Petitioner 2 brought the case to the constitutional court, arguing regulations applied by the Supreme Administrative Court in the Final Judgment 2, including Disputed Provision 1 and Disputed Provision 3, Disputed Announcement 2, the Environmental Protection Administration of Executive Yuan’s Huan-Shu-Fei-0990116018 Rule of December 27, 2010 (hereinafter referred to as the "Disputed Rule 3"), and the Environmental Protection Administration’s Huan-Shu-Chi-1010042211 Rule of May 21, 2012 (hereinafter referred to as the "Disputed Rule 4"), contravenes the Gesetzesvorbehalt principle, the doctrine of clear statement of legislative delegation, the right to equality, the right to property, and freedom of business protected by the Constitution.

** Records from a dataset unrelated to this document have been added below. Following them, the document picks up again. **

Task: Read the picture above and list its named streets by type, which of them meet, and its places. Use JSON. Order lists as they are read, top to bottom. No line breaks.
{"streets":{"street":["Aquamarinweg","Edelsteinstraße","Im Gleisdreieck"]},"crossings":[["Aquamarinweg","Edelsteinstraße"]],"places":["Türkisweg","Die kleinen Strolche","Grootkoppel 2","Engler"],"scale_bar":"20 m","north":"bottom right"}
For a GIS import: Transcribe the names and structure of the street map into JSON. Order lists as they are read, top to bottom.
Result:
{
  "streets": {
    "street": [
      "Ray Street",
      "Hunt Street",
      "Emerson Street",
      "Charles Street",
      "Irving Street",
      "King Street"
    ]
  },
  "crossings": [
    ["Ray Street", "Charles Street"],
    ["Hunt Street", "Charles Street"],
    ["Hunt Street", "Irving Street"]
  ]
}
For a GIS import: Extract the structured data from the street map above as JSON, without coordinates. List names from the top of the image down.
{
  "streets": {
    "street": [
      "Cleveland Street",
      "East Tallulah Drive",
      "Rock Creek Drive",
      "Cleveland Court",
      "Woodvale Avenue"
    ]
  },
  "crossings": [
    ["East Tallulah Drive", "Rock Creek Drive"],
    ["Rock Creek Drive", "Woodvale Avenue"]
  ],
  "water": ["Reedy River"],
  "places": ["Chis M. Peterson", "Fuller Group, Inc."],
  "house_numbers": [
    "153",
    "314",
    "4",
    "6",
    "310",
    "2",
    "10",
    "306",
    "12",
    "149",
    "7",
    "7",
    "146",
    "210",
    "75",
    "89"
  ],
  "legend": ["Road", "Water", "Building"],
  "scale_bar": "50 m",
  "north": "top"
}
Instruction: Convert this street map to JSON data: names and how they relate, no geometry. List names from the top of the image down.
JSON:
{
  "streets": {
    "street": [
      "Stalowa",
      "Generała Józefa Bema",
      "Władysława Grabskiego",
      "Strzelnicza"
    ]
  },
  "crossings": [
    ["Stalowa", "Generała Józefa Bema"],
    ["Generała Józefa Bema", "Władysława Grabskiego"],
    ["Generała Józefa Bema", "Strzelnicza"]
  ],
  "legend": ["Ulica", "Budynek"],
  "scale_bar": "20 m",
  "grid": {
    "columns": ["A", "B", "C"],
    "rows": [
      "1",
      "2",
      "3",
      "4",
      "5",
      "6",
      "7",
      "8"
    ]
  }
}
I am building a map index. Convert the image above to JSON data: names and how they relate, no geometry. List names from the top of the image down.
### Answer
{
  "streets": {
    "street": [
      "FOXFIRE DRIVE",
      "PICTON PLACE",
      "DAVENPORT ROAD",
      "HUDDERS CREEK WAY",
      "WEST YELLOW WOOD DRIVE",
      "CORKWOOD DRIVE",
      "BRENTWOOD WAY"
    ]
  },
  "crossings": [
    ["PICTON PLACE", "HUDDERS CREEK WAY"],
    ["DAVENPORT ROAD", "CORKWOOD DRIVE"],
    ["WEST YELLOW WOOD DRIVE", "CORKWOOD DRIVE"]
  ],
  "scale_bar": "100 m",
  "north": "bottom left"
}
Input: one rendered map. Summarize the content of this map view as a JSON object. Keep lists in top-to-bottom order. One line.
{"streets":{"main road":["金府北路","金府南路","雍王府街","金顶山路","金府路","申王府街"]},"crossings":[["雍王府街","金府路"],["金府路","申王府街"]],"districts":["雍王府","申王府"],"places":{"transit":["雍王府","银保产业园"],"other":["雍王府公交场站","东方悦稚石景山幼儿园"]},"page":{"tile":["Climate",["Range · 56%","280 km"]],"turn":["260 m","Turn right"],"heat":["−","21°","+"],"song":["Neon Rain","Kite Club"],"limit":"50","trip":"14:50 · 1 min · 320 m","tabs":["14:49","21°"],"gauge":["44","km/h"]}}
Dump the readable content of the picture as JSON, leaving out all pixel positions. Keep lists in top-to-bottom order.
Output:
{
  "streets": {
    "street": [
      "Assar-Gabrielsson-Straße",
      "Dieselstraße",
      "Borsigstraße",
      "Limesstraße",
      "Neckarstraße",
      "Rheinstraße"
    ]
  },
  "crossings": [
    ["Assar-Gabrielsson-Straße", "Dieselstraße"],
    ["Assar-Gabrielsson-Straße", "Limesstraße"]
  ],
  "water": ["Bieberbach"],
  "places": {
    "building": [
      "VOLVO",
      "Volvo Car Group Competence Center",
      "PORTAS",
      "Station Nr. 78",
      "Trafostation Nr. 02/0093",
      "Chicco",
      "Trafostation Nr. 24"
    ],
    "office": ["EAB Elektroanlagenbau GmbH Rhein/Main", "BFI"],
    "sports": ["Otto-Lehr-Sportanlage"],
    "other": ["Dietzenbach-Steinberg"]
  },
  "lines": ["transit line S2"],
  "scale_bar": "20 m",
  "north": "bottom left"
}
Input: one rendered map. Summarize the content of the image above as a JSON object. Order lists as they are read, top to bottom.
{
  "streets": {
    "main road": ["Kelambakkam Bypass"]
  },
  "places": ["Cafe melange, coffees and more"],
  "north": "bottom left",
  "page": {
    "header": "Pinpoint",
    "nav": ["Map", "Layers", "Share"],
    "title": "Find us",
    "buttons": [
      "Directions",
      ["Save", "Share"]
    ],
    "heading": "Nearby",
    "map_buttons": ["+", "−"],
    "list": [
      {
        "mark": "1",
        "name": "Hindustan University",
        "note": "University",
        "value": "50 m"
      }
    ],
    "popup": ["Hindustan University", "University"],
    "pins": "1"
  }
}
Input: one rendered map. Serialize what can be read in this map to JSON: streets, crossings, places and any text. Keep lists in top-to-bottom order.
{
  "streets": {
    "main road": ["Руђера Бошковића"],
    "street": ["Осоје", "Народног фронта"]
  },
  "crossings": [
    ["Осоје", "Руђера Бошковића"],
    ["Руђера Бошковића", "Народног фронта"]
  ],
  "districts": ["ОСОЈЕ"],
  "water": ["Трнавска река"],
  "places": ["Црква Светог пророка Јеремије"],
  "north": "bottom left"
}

After this Court’s review, the petitioners' applications have satisfied the requirements of Article 5, Paragraph 1, Subparagraph 2 of the Constitutional Court Procedure Act and should be granted. Given that both petitioners’ application for constitutional interpretation involves the same statutes and constitutional issues, this Court heard the two cases jointly and rendered this decision. The reasons are delivered as follows.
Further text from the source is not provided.